▸ WORK TO BE COMPLETED:
The pictures are to be left out, and all remaining data is to be transcribed exactly as it appears.

▸ DATA:
* * * *
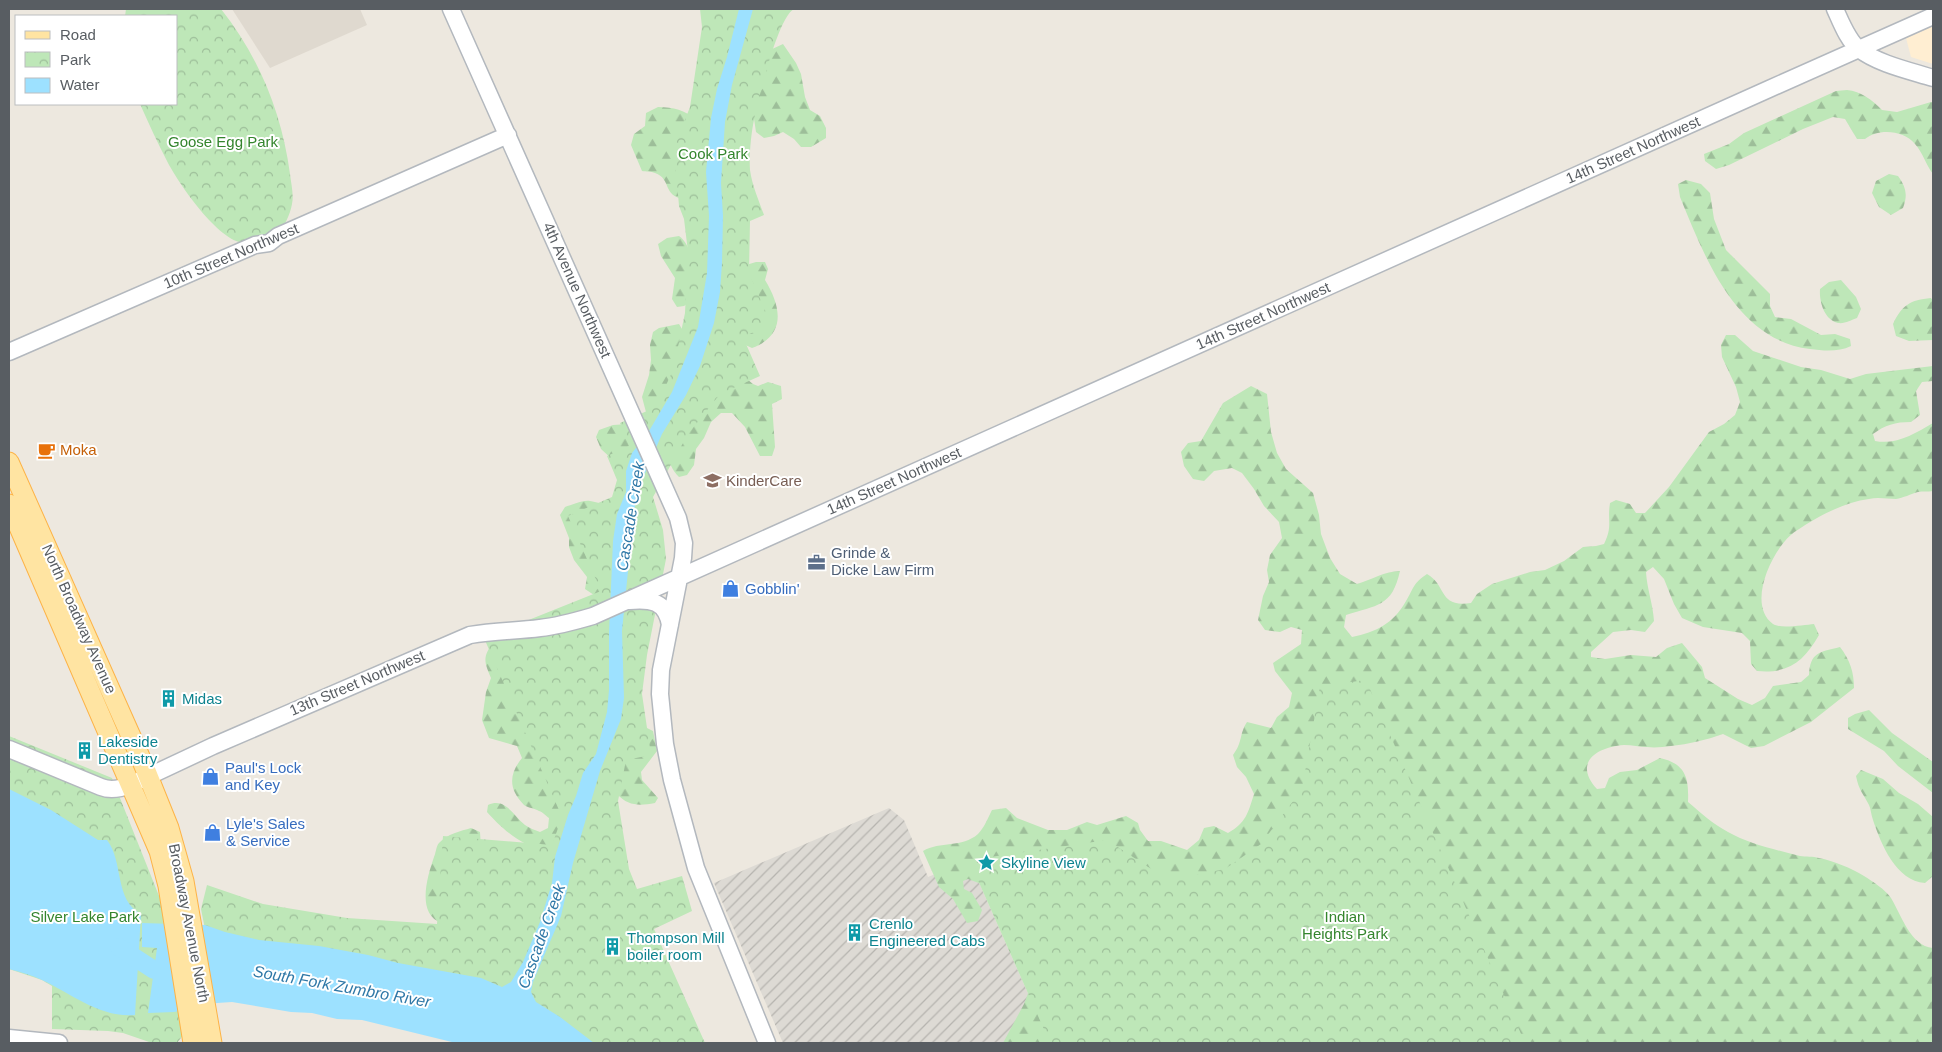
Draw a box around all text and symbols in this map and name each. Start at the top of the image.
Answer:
legend [15,15,178,105]
text: Road [60,26,96,43]
text: Park [60,51,91,68]
text: Water [60,76,99,93]
street label: 14th Street Northwest [1563,112,1703,187]
park label: Goose Egg Park [168,133,279,150]
park label: Cook Park [678,145,749,162]
street label: 10th Street Northwest [161,219,302,292]
street label: 4th Avenue Northwest [540,219,615,361]
street label: 14th Street Northwest [1193,278,1333,353]
cafe icon: Moka [36,440,56,460]
place label: Moka [60,441,97,458]
street label: 14th Street Northwest [824,443,964,518]
water label: Cascade Creek [613,459,648,572]
school or university icon: KinderCare [702,471,722,491]
place label: KinderCare [726,472,802,489]
street label: North Broadway Avenue [39,542,120,696]
place label: Grinde & Dicke Law Firm [831,544,934,578]
office icon: Grinde & Dicke Law Firm [807,552,827,572]
shop icon: Gobblin' [721,579,741,599]
place label: Gobblin' [745,580,800,597]
street label: 13th Street Northwest [287,646,428,719]
building icon: Midas [158,689,178,709]
place label: Midas [182,690,222,707]
place label: Lakeside Dentistry [98,733,158,767]
building icon: Lakeside Dentistry [74,741,94,761]
place label: Paul's Lock and Key [225,759,302,793]
shop icon: Paul's Lock and Key [201,767,221,787]
place label: Lyle's Sales & Service [226,815,305,849]
shop icon: Lyle's Sales & Service [202,823,222,843]
street label: Broadway Avenue North [166,842,213,1004]
place icon: Skyline View [977,853,997,873]
place label: Skyline View [1001,854,1086,871]
water label: Cascade Creek [515,881,569,991]
park label: Silver Lake Park [30,908,140,925]
park label: Indian Heights Park [1302,908,1388,942]
place label: Crenlo Engineered Cabs [869,915,985,949]
building icon: Crenlo Engineered Cabs [845,923,865,943]
place label: Thompson Mill boiler room [627,929,725,963]
building icon: Thompson Mill boiler room [603,937,623,957]
water label: South Fork Zumbro River [252,963,432,1011]

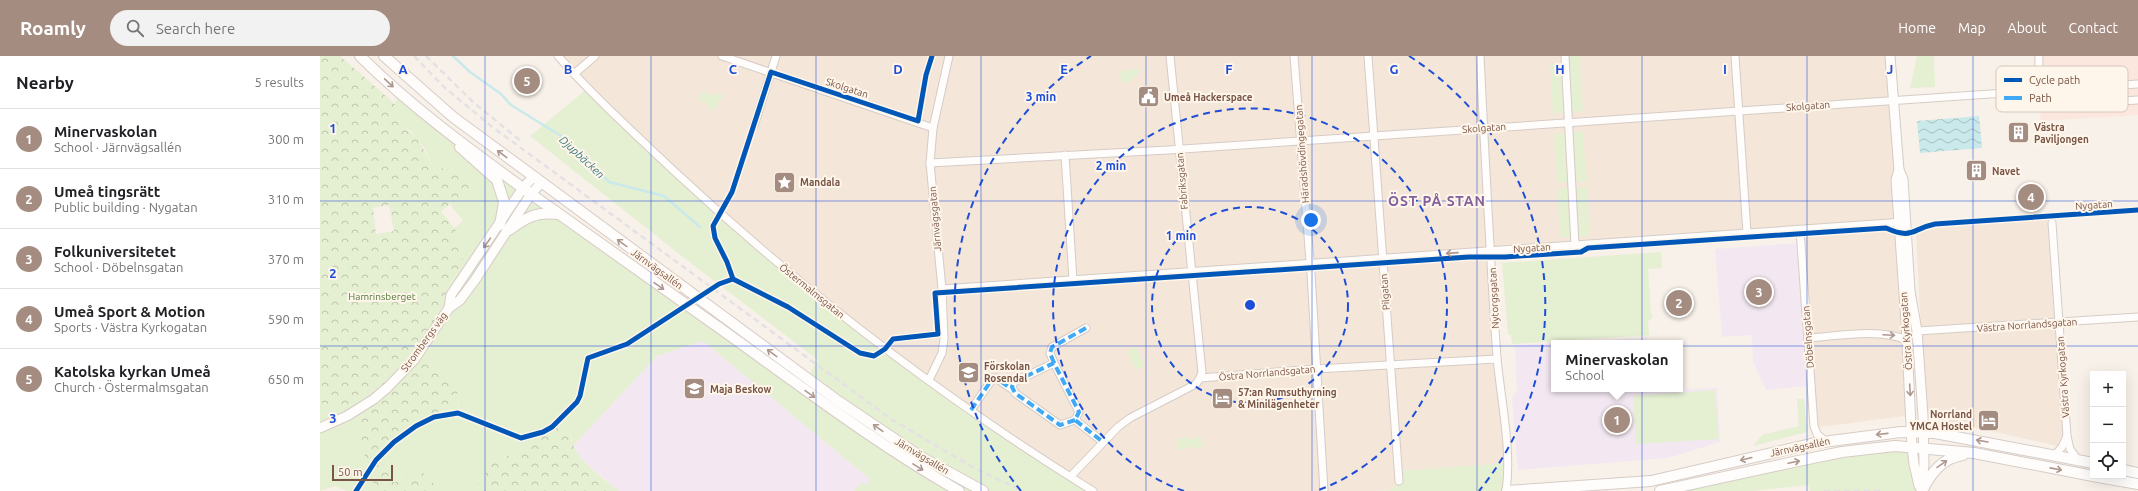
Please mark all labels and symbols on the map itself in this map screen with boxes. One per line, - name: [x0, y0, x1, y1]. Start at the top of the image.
- text: A: [398, 62, 408, 76]
- text: B: [564, 62, 573, 76]
- text: C: [729, 62, 738, 76]
- text: D: [893, 62, 903, 76]
- text: E: [1060, 62, 1068, 76]
- text: F: [1225, 62, 1233, 76]
- text: G: [1390, 62, 1399, 76]
- text: H: [1555, 62, 1565, 76]
- text: I: [1723, 62, 1727, 76]
- text: J: [1887, 62, 1893, 76]
- pin: 5: [514, 66, 540, 96]
- legend: [1996, 66, 2128, 112]
- text: Cycle path: [2029, 74, 2080, 86]
- street label: Skolgatan: [824, 76, 870, 100]
- one-way arrow: [383, 78, 393, 87]
- public building icon: Umeå Hackerspace: [1136, 84, 1162, 110]
- text: 3 min: [1026, 90, 1056, 103]
- place label: Umeå Hackerspace: [1164, 92, 1253, 103]
- text: Path: [2029, 92, 2052, 104]
- street label: Skolgatan: [1786, 99, 1830, 113]
- street label: Häradshövdingegatan: [1293, 104, 1311, 204]
- building icon: Västra Paviljongen: [2006, 120, 2032, 146]
- text: 1: [329, 121, 337, 135]
- street label: Skolgatan: [1462, 121, 1506, 135]
- place label: Västra Paviljongen: [2034, 122, 2089, 145]
- water label: Djupbäcken: [557, 133, 607, 181]
- one-way arrow: [497, 149, 508, 158]
- street label: Fabriksgatan: [1174, 152, 1190, 210]
- building icon: Navet: [1963, 158, 1989, 184]
- text: 2 min: [1096, 159, 1126, 172]
- place label: Navet: [1992, 166, 2021, 177]
- place icon: Mandala: [772, 169, 798, 195]
- place label: Mandala: [800, 177, 840, 188]
- pin: 4: [2018, 182, 2044, 212]
- street label: Järnvägsgatan: [927, 186, 943, 252]
- district label: ÖST PÅ STAN: [1388, 192, 1486, 209]
- street label: Nygatan: [2075, 198, 2113, 212]
- your location: [1301, 210, 1321, 230]
- text: 1 min: [1166, 229, 1196, 242]
- one-way arrow: [483, 237, 491, 248]
- one-way arrow: [616, 239, 627, 247]
- street label: Nygatan: [1513, 241, 1551, 255]
- street label: Järnvägsallén: [629, 247, 685, 291]
- one-way arrow: [1446, 250, 1459, 257]
- street label: Östermalmsgatan: [777, 261, 847, 321]
- text: 2: [329, 266, 337, 280]
- street label: Nytorgsgatan: [1487, 267, 1501, 329]
- street label: Pilgatan: [1378, 273, 1392, 311]
- pin: 3: [1746, 277, 1772, 307]
- one-way arrow: [653, 282, 664, 290]
- pin: 2: [1666, 288, 1692, 318]
- park label: Hamrinsberget: [348, 291, 416, 302]
- street label: Östra Kyrkogatan: [1898, 292, 1914, 370]
- centre of rings: [1243, 298, 1257, 312]
- street label: Döbelnsgatan: [1800, 305, 1816, 369]
- street label: Strombergs väg: [399, 310, 449, 374]
- street label: Västra Norrlandsgatan: [1976, 316, 2078, 334]
- one-way arrow: [1883, 331, 1896, 339]
- street label: Västra Kyrkogatan: [2055, 336, 2071, 418]
- one-way arrow: [767, 348, 778, 357]
- school or university icon: Förskolan Rosendal: [955, 359, 981, 385]
- place label: Förskolan Rosendal: [984, 361, 1030, 384]
- street label: Östra Norrlandsgatan: [1218, 363, 1316, 383]
- school or university icon: Maja Beskow: [681, 376, 707, 402]
- one-way arrow: [1906, 383, 1913, 396]
- place label: Maja Beskow: [710, 384, 771, 395]
- hotel icon: 57:an Rumsuthyrning & Minilägenheter: [1209, 385, 1235, 411]
- place label: 57:an Rumsuthyrning & Minilägenheter: [1238, 387, 1337, 410]
- one-way arrow: [805, 390, 816, 399]
- pin: 1: [1604, 405, 1630, 435]
- hotel icon: Norrland YMCA Hostel: [1975, 407, 2001, 433]
- place label: Norrland YMCA Hostel: [1910, 409, 1972, 432]
- text: 3: [329, 411, 337, 425]
- one-way arrow: [872, 424, 883, 432]
- one-way arrow: [1876, 430, 1889, 438]
- street label: Järnvägsallén: [1769, 435, 1831, 459]
- street label: Järnvägsallén: [893, 436, 951, 476]
- one-way arrow: [1976, 437, 1989, 445]
- one-way arrow: [1740, 456, 1753, 464]
- one-way arrow: [1787, 457, 1800, 465]
- one-way arrow: [1936, 460, 1947, 468]
- scale bar: [332, 463, 393, 482]
- one-way arrow: [912, 463, 923, 471]
- one-way arrow: [2049, 465, 2062, 473]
* * * *
▸ THE COMPLETED TASK:
Draw a box around all text and symbols in this map and name each. Start at the top of the image.
Answer:
legend [15,15,178,105]
text: Road [60,26,96,43]
text: Park [60,51,91,68]
text: Water [60,76,99,93]
street label: 14th Street Northwest [1563,112,1703,187]
park label: Goose Egg Park [168,133,279,150]
park label: Cook Park [678,145,749,162]
street label: 10th Street Northwest [161,219,302,292]
street label: 4th Avenue Northwest [540,219,615,361]
street label: 14th Street Northwest [1193,278,1333,353]
cafe icon: Moka [36,440,56,460]
place label: Moka [60,441,97,458]
street label: 14th Street Northwest [824,443,964,518]
water label: Cascade Creek [613,459,648,572]
school or university icon: KinderCare [702,471,722,491]
place label: KinderCare [726,472,802,489]
street label: North Broadway Avenue [39,542,120,696]
place label: Grinde & Dicke Law Firm [831,544,934,578]
office icon: Grinde & Dicke Law Firm [807,552,827,572]
shop icon: Gobblin' [721,579,741,599]
place label: Gobblin' [745,580,800,597]
street label: 13th Street Northwest [287,646,428,719]
building icon: Midas [158,689,178,709]
place label: Midas [182,690,222,707]
place label: Lakeside Dentistry [98,733,158,767]
building icon: Lakeside Dentistry [74,741,94,761]
place label: Paul's Lock and Key [225,759,302,793]
shop icon: Paul's Lock and Key [201,767,221,787]
place label: Lyle's Sales & Service [226,815,305,849]
shop icon: Lyle's Sales & Service [202,823,222,843]
street label: Broadway Avenue North [166,842,213,1004]
place icon: Skyline View [977,853,997,873]
place label: Skyline View [1001,854,1086,871]
water label: Cascade Creek [515,881,569,991]
park label: Silver Lake Park [30,908,140,925]
park label: Indian Heights Park [1302,908,1388,942]
place label: Crenlo Engineered Cabs [869,915,985,949]
building icon: Crenlo Engineered Cabs [845,923,865,943]
place label: Thompson Mill boiler room [627,929,725,963]
building icon: Thompson Mill boiler room [603,937,623,957]
water label: South Fork Zumbro River [252,963,432,1011]

Please mark all labels and symbols on the map itself in this map screen with boxes. One per line, - name: [x0, y0, x1, y1]. Start at the top of the image.
- text: A: [398, 62, 408, 76]
- text: B: [564, 62, 573, 76]
- text: C: [729, 62, 738, 76]
- text: D: [893, 62, 903, 76]
- text: E: [1060, 62, 1068, 76]
- text: F: [1225, 62, 1233, 76]
- text: G: [1390, 62, 1399, 76]
- text: H: [1555, 62, 1565, 76]
- text: I: [1723, 62, 1727, 76]
- text: J: [1887, 62, 1893, 76]
- pin: 5: [514, 66, 540, 96]
- legend: [1996, 66, 2128, 112]
- text: Cycle path: [2029, 74, 2080, 86]
- street label: Skolgatan: [824, 76, 870, 100]
- one-way arrow: [383, 78, 393, 87]
- public building icon: Umeå Hackerspace: [1136, 84, 1162, 110]
- text: 3 min: [1026, 90, 1056, 103]
- place label: Umeå Hackerspace: [1164, 92, 1253, 103]
- text: Path: [2029, 92, 2052, 104]
- street label: Skolgatan: [1786, 99, 1830, 113]
- street label: Häradshövdingegatan: [1293, 104, 1311, 204]
- building icon: Västra Paviljongen: [2006, 120, 2032, 146]
- text: 1: [329, 121, 337, 135]
- street label: Skolgatan: [1462, 121, 1506, 135]
- place label: Västra Paviljongen: [2034, 122, 2089, 145]
- water label: Djupbäcken: [557, 133, 607, 181]
- one-way arrow: [497, 149, 508, 158]
- street label: Fabriksgatan: [1174, 152, 1190, 210]
- building icon: Navet: [1963, 158, 1989, 184]
- text: 2 min: [1096, 159, 1126, 172]
- place label: Navet: [1992, 166, 2021, 177]
- place icon: Mandala: [772, 169, 798, 195]
- place label: Mandala: [800, 177, 840, 188]
- pin: 4: [2018, 182, 2044, 212]
- street label: Järnvägsgatan: [927, 186, 943, 252]
- district label: ÖST PÅ STAN: [1388, 192, 1486, 209]
- street label: Nygatan: [2075, 198, 2113, 212]
- your location: [1301, 210, 1321, 230]
- text: 1 min: [1166, 229, 1196, 242]
- one-way arrow: [483, 237, 491, 248]
- one-way arrow: [616, 239, 627, 247]
- street label: Nygatan: [1513, 241, 1551, 255]
- street label: Järnvägsallén: [629, 247, 685, 291]
- one-way arrow: [1446, 250, 1459, 257]
- street label: Östermalmsgatan: [777, 261, 847, 321]
- text: 2: [329, 266, 337, 280]
- street label: Nytorgsgatan: [1487, 267, 1501, 329]
- street label: Pilgatan: [1378, 273, 1392, 311]
- pin: 3: [1746, 277, 1772, 307]
- one-way arrow: [653, 282, 664, 290]
- pin: 2: [1666, 288, 1692, 318]
- park label: Hamrinsberget: [348, 291, 416, 302]
- street label: Östra Kyrkogatan: [1898, 292, 1914, 370]
- centre of rings: [1243, 298, 1257, 312]
- street label: Döbelnsgatan: [1800, 305, 1816, 369]
- street label: Strombergs väg: [399, 310, 449, 374]
- street label: Västra Norrlandsgatan: [1976, 316, 2078, 334]
- one-way arrow: [1883, 331, 1896, 339]
- street label: Västra Kyrkogatan: [2055, 336, 2071, 418]
- one-way arrow: [767, 348, 778, 357]
- school or university icon: Förskolan Rosendal: [955, 359, 981, 385]
- place label: Förskolan Rosendal: [984, 361, 1030, 384]
- street label: Östra Norrlandsgatan: [1218, 363, 1316, 383]
- school or university icon: Maja Beskow: [681, 376, 707, 402]
- one-way arrow: [1906, 383, 1913, 396]
- place label: Maja Beskow: [710, 384, 771, 395]
- hotel icon: 57:an Rumsuthyrning & Minilägenheter: [1209, 385, 1235, 411]
- place label: 57:an Rumsuthyrning & Minilägenheter: [1238, 387, 1337, 410]
- one-way arrow: [805, 390, 816, 399]
- pin: 1: [1604, 405, 1630, 435]
- hotel icon: Norrland YMCA Hostel: [1975, 407, 2001, 433]
- place label: Norrland YMCA Hostel: [1910, 409, 1972, 432]
- text: 3: [329, 411, 337, 425]
- one-way arrow: [872, 424, 883, 432]
- one-way arrow: [1876, 430, 1889, 438]
- street label: Järnvägsallén: [1769, 435, 1831, 459]
- street label: Järnvägsallén: [893, 436, 951, 476]
- one-way arrow: [1976, 437, 1989, 445]
- one-way arrow: [1740, 456, 1753, 464]
- one-way arrow: [1787, 457, 1800, 465]
- one-way arrow: [1936, 460, 1947, 468]
- scale bar: [332, 463, 393, 482]
- one-way arrow: [912, 463, 923, 471]
- one-way arrow: [2049, 465, 2062, 473]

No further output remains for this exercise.